Um único nome numa tabela de capital que costumava ter vários

A Gravis Robotics fabrica kits de hardware e software que transformam escavadoras e carregadoras já existentes em máquinas autónomas, em vez de vender equipamento novo às construtoras. A empresa foi fundada em 2022 como spinoff da ETH Zurique, liderada pelo diretor executivo Ryan Luke Johns e pelo diretor técnico Dominic Jud, com o professor de robótica da ETH Zurique Marco Hutter como cofundador e membro do conselho. O sistema combina LiDAR, câmaras e posicionamento GNSS com uma camada de controlo baseada em aprendizagem que se adapta a condições de terreno em mudança, e uma interface de tablet chamada Gravis Slate permite que um operador conduza várias máquinas em vez de uma só.

O que mudou: em dezembro de 2025, a empresa angariou 23 milhões de dólares, coliderados pela IQ Capital e pela Zacua Ventures. A 17 de agosto de 2026, a SoftBank fechou sozinha uma série A de 172 milhões de euros - a maior série A já registada em robótica de construção -, que leva a Gravis a uma avaliação pós-financiamento de 862 milhões de euros, cerca de mil milhões de dólares, e faz dela o mais recente unicórnio robótico da Europa. Onde a ronda de dezembro tinha duas colíderes a partilhar a decisão, desta vez consta exatamente um nome no papel.

O mesmo balanço, duas apostas robóticas, com seis semanas de diferença

Seis semanas antes de a ronda da Gravis fechar, o Hyundai Motor Group concluiu a compra dos últimos 9,65 por cento da SoftBank na Boston Dynamics por 325 milhões de dólares, obtendo o controlo total enquanto a SoftBank se retirava por completo. A venda executou uma opção de venda que a SoftBank tinha negociado em 2021, quando vendeu pela primeira vez o controlo maioritário à Hyundai: um direito permanente de forçar uma recompra total se a Boston Dynamics permanecesse privada além de uma data fixada. A SoftBank embolsou o dinheiro e, segundo a sua própria apresentação pública, está a redirecioná-lo para infraestrutura de inteligência artificial, incluindo o seu compromisso de cerca de 41 mil milhões de dólares com a OpenAI.

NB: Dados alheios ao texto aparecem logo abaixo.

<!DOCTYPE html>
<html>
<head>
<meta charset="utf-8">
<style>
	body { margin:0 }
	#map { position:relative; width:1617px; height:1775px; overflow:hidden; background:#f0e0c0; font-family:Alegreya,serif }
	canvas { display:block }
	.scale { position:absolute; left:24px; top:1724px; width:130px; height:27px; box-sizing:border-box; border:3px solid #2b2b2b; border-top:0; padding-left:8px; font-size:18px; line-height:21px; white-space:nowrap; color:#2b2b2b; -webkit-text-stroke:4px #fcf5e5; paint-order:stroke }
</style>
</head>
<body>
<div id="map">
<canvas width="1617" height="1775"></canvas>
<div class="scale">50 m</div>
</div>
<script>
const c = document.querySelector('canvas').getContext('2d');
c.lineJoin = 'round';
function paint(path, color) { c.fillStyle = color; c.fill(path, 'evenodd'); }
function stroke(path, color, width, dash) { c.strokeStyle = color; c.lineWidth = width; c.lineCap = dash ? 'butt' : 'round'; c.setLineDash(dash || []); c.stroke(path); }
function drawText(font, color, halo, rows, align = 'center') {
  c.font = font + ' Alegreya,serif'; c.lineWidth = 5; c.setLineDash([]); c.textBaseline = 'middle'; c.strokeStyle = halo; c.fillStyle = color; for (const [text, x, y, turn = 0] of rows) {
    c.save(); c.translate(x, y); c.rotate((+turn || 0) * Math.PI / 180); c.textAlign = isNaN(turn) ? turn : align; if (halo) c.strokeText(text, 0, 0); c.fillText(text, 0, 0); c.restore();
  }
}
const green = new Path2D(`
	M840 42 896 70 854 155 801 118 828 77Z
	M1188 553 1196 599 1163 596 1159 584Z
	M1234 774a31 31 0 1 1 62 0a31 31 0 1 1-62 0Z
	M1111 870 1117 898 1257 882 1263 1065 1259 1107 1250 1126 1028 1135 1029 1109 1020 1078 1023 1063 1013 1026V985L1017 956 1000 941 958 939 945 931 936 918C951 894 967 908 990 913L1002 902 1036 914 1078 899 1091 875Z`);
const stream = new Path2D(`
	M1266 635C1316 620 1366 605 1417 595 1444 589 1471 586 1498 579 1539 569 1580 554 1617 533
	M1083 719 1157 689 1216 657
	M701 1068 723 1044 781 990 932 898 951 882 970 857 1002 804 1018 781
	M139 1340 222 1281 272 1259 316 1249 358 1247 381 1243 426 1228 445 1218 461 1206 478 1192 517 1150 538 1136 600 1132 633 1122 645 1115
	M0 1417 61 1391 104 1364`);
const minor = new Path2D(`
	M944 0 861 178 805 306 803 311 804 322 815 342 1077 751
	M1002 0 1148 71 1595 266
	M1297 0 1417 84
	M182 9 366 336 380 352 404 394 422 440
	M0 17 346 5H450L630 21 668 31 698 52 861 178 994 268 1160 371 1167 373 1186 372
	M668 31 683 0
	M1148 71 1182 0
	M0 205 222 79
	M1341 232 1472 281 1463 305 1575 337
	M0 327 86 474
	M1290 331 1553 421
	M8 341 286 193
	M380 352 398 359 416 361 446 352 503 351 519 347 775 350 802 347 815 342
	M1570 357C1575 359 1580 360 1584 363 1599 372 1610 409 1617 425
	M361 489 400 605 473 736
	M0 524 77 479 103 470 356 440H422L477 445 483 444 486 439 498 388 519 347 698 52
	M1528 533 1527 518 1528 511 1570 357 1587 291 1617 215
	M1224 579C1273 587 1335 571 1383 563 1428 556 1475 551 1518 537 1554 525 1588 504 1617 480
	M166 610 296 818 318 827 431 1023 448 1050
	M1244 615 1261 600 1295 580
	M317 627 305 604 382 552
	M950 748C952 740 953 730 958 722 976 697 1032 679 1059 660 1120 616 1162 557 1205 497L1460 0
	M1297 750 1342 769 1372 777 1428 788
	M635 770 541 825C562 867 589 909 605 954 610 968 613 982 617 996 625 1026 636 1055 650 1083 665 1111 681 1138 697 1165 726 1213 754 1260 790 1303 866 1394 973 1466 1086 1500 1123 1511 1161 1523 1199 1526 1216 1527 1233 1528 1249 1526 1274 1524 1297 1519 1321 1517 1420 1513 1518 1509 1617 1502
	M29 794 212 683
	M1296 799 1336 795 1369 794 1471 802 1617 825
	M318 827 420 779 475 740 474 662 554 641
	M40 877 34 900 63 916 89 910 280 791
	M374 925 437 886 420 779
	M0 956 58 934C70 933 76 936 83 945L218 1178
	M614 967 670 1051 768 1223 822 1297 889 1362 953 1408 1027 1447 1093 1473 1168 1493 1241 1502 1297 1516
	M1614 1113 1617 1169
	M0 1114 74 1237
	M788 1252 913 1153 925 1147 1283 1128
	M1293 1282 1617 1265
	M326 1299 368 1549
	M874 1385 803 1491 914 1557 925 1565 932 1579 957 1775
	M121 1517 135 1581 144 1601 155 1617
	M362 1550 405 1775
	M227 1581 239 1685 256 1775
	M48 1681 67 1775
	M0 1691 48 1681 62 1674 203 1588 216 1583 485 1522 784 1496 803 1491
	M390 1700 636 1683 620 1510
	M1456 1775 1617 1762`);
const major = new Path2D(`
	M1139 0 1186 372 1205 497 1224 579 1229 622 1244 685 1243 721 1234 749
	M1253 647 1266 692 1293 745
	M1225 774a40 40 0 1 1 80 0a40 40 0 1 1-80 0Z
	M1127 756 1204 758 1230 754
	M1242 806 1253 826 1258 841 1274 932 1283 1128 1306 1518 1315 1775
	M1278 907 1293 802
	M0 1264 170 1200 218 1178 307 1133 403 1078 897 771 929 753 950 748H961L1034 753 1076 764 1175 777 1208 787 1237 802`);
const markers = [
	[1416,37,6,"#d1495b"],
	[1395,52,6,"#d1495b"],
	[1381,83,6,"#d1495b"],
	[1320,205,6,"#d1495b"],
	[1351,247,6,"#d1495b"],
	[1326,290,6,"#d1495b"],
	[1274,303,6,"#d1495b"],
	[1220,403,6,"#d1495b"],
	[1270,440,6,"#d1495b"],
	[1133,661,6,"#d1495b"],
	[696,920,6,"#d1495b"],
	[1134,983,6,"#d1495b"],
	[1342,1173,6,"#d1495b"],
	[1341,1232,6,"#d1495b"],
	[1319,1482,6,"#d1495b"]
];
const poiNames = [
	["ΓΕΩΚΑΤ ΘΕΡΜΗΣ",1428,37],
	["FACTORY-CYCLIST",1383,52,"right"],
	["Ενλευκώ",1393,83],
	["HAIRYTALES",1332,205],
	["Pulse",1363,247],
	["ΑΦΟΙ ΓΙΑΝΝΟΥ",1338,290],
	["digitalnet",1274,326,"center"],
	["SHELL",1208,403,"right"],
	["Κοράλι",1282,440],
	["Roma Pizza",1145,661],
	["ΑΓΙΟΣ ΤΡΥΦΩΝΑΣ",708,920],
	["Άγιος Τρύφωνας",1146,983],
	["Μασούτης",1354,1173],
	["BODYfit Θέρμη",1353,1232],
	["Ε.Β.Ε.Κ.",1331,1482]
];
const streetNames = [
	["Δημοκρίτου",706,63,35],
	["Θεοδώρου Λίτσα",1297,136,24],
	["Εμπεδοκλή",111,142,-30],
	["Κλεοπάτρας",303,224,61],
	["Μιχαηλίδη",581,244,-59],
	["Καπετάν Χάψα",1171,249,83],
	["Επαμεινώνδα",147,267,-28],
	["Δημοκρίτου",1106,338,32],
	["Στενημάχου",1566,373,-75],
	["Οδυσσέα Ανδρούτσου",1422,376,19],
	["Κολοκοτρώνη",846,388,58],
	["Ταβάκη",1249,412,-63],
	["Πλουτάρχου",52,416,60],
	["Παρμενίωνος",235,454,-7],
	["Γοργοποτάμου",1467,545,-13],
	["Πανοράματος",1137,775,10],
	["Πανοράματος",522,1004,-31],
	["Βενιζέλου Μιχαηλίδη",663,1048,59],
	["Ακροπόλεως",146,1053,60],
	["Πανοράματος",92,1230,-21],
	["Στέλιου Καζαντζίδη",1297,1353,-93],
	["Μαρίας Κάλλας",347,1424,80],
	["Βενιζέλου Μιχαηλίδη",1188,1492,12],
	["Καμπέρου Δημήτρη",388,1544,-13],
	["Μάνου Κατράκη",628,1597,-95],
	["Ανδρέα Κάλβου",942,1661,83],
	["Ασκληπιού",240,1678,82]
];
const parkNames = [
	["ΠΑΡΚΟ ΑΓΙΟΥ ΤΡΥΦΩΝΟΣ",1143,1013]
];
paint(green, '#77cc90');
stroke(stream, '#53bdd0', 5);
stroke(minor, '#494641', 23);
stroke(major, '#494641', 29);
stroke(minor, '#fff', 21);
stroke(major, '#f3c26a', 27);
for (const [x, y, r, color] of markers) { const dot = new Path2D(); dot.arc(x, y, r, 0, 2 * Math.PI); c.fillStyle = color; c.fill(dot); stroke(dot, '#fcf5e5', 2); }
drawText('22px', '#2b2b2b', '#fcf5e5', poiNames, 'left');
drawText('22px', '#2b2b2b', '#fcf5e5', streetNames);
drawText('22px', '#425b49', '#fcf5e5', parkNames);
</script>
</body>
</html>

Porque é que isto importa: o padrão não é diversificação, é rotação. A SoftBank não permaneceu na robótica como categoria; trocou uma líder madura e já comercializada em robótica humanoide e quadrúpede por uma startup europeia de automação da construção com dois anos, e fê-lo como única fonte de capital em vez de uma voz entre várias. A imprensa especializada já enquadrou o acordo como a SoftBank a montar uma carteira robótica capaz de rivalizar com tudo fora da China, o que pode ou não vir a confirmar-se, mas o mecanismo não está em causa: uma única empresa detém agora tanto o dinheiro como, na prática, a maior parte da influência sobre o que a Gravis fará a seguir.

Sim, mas: um cheque único desta dimensão é também um forte voto de confiança, e a Gravis ganhou-o com implementações reais em vez de uma apresentação. Concentração e validação não se opõem aqui. Ambas são verdadeiras, e quem avalia a empresa deveria pesar as duas em vez de confiar apenas numa.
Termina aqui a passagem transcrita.